For seven summer weeks in 1989, it seemed there could be a new and better China.
A crowd of more than a million, led by students, camped in Beijing's vast Tiananmen Square, peacefully calling for an end to repression and corruption.
Instead, the tanks rolled in and crushed these civilian protesters some of them literally, inside their tents.
Wan Weilin, a 19-year-old student, stood in the path of the tanks, begging the soldiers not to kill their fellow citizens. He was dragged to safety, but it is not known what later happened to him.
Since then, surviving student leaders and suspected sympathizers have been hunted down and imprisoned or killed.
And the repression goes on.
Another chance
China made a huge effort to get the Olympic Games for Beijing in 2000. It was turned down, on human rights grounds.
It waged another campaign, competing with other great cities of the world, to get the Games for 2008.
It made a specific promise to the International Olympic Committee that it would substantially improve its notorious "human-rights record". On this basis, it won this second bid.
If against all odds China could be persuaded to honor that promise, the memory of the brave demonstrators of 1989 would also be honored.
What we hope for
China was desperate to get the Games, and is desperate for them to be a success.
This is a brilliant chance, such as will not come again, to persuade China that its reputation is highly at risk.
We are approaching the end of this sensitive time: the Games will start on August 8.
The Games will not be called off.

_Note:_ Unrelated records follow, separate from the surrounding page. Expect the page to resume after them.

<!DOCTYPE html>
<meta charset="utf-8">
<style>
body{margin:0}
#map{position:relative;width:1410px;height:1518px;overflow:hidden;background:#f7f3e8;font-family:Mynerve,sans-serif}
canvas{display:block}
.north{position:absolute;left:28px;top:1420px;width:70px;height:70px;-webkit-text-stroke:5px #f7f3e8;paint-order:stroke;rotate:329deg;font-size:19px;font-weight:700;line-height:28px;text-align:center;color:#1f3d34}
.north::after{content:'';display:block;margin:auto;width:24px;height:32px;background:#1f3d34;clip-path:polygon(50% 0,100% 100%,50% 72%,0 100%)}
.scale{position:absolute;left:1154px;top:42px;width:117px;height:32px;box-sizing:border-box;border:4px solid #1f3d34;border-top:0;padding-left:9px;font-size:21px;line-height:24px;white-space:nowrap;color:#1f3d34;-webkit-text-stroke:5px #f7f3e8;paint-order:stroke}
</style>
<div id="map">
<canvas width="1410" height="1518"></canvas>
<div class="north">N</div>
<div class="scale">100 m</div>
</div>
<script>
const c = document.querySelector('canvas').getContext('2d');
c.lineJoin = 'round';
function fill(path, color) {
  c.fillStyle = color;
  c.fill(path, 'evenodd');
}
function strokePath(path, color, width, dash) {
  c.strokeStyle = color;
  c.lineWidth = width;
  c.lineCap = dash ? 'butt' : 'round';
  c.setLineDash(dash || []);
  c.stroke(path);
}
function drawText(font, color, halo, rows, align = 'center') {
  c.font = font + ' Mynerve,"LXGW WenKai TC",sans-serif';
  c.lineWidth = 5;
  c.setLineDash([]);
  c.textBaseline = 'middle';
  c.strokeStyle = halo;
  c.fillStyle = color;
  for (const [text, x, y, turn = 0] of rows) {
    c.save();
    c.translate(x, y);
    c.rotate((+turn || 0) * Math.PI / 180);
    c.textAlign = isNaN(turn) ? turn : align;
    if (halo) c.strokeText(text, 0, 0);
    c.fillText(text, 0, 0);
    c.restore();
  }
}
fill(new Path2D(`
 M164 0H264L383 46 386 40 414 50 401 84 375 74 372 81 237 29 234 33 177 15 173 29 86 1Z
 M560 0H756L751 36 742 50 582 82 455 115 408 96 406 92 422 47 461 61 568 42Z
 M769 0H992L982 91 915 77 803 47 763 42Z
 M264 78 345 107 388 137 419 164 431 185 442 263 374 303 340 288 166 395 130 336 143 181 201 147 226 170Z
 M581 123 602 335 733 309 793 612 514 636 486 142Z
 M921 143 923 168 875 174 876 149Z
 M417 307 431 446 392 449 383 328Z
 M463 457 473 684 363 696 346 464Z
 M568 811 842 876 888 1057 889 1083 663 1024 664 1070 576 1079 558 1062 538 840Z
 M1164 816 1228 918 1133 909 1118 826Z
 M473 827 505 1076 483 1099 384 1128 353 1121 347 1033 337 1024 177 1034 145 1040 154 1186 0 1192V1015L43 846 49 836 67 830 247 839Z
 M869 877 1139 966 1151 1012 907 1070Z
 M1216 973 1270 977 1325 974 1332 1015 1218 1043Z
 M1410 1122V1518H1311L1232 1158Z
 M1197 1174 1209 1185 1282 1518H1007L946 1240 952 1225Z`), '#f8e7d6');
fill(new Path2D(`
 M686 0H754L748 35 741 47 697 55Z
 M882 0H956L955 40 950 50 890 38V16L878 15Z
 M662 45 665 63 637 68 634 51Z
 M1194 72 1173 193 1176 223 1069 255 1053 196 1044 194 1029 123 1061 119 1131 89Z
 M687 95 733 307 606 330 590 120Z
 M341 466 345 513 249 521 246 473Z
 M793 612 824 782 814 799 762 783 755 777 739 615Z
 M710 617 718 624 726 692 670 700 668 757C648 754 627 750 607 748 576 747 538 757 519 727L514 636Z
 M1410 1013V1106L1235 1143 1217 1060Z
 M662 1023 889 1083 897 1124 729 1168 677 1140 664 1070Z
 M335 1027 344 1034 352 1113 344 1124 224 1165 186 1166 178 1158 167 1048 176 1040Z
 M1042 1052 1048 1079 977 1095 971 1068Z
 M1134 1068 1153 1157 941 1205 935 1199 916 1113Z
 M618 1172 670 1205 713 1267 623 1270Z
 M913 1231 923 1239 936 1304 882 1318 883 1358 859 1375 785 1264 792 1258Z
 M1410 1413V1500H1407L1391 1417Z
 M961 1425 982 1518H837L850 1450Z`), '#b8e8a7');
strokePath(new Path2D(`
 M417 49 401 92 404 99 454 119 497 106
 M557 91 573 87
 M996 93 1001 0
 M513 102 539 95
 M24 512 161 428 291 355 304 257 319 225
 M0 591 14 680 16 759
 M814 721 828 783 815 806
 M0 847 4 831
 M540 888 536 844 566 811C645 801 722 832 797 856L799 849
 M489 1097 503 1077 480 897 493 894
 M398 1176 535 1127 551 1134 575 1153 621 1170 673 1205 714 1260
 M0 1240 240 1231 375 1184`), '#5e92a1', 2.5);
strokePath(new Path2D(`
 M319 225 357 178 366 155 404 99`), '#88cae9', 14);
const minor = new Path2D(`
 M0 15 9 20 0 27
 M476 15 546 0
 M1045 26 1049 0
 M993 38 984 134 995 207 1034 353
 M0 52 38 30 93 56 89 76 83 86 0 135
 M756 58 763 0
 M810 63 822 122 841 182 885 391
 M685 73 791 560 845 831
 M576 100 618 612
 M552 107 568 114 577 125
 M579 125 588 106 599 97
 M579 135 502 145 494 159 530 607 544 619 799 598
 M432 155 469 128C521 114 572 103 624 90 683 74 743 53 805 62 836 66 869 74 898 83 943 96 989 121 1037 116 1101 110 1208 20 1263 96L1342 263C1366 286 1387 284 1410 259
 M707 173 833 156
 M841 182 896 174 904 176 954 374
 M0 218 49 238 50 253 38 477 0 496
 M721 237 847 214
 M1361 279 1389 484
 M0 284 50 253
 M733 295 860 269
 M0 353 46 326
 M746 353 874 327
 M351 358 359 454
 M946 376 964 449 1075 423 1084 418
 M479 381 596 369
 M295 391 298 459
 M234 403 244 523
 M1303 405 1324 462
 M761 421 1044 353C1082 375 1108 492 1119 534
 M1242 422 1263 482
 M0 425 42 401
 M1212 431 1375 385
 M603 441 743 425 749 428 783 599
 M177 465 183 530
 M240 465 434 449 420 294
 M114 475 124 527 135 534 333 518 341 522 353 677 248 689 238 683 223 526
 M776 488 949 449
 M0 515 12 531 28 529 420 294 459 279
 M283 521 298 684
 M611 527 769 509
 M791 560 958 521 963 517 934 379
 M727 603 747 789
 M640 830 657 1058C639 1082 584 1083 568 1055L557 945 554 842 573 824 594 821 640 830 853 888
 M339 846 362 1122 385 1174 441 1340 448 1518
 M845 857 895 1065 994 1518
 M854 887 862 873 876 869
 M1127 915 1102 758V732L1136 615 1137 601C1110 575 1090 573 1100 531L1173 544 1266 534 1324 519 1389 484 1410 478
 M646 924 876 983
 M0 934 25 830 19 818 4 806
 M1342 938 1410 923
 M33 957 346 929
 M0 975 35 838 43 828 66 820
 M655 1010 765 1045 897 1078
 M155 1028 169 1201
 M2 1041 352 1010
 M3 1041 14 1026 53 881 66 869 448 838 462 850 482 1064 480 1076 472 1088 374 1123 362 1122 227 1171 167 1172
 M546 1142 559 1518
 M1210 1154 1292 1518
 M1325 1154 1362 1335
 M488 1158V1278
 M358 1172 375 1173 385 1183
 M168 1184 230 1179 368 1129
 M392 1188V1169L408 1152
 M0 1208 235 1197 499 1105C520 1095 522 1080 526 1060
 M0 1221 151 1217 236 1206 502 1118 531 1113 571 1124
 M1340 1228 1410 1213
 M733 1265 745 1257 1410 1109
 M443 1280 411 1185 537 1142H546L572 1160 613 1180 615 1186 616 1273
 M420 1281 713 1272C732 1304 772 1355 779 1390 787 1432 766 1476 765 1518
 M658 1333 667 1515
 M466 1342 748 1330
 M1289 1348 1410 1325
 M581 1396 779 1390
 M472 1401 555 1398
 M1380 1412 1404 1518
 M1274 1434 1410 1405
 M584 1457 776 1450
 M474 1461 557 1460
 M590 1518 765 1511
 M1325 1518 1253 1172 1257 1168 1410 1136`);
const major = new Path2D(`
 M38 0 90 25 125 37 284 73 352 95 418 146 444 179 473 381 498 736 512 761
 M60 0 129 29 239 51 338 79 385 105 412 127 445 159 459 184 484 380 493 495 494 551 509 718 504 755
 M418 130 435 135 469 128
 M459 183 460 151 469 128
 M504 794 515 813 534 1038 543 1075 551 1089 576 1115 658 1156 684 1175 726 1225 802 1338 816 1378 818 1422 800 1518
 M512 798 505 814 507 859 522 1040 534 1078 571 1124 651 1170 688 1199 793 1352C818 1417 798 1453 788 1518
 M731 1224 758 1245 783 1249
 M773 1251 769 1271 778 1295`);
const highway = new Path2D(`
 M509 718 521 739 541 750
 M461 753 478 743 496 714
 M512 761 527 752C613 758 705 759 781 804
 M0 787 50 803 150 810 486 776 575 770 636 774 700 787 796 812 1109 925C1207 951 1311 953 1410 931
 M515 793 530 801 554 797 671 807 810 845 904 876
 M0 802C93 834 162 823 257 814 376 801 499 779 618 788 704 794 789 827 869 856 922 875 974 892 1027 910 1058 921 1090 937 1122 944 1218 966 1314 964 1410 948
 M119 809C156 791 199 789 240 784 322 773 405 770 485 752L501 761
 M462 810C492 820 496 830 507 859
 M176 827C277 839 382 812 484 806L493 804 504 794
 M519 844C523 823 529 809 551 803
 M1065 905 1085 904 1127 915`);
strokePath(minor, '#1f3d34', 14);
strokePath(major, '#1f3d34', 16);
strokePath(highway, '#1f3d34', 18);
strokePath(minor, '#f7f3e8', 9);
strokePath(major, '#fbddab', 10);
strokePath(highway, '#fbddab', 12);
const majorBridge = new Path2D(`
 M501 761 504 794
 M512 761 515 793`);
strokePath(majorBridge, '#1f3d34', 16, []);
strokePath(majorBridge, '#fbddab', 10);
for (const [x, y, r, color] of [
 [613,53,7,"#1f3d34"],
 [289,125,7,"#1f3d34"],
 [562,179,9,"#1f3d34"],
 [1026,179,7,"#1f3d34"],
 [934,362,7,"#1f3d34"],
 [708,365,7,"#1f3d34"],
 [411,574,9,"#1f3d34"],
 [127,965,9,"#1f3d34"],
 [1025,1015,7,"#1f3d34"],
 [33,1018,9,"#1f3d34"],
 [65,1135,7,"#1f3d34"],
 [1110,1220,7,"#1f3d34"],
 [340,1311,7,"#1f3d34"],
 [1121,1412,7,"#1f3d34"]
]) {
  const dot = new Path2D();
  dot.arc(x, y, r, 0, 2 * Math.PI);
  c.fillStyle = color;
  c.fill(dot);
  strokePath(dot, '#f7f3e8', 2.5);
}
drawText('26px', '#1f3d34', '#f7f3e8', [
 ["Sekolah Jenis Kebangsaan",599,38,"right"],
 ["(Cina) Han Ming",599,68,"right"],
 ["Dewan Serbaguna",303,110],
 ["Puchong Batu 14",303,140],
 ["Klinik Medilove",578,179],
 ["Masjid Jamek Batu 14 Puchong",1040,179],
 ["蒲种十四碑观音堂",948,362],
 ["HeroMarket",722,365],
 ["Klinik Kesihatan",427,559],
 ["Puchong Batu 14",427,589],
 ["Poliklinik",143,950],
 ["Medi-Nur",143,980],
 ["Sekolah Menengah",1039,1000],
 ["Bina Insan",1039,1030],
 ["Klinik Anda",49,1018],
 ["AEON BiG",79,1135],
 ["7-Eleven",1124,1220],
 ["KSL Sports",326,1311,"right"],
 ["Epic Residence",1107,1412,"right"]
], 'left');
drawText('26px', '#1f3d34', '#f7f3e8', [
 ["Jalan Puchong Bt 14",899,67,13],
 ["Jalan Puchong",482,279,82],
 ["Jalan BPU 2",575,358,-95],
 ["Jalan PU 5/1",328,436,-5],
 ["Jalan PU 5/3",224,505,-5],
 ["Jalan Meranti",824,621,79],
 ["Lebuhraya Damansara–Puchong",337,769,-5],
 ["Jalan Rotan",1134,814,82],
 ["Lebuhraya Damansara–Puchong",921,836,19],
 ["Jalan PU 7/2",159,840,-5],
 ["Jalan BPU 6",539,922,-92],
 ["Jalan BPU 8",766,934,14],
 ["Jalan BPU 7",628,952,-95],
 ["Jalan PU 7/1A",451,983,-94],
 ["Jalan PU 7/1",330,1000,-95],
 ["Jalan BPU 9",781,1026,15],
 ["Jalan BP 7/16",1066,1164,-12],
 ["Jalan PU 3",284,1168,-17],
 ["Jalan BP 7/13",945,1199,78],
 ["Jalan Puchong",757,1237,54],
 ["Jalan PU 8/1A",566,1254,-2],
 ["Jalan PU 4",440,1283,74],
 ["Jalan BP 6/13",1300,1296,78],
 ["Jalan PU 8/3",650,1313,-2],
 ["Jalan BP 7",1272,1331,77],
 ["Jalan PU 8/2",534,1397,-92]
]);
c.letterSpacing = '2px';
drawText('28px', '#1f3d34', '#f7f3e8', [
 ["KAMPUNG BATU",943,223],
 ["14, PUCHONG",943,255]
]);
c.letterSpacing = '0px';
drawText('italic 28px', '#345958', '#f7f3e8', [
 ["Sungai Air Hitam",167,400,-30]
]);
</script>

No country will stay away there's no chance of that, and we're not suggesting it. Athletes will not lose their chance to gain fame in 2008.
But the audiences could be far short of what the Chinese authorities hope for.
That is what they fear.
The 2008 Games have already been called "The Genocide Olympics" because of China's support of the Sudanese regime; they could be called "The Firing Squad Olympics", "The Organ-Sale Olympics", "The Smog Olympics", and much more.
The fear of a public-relations triumph turning into a public-relations catastrophe is what might just make China consider some quick and massive reforms.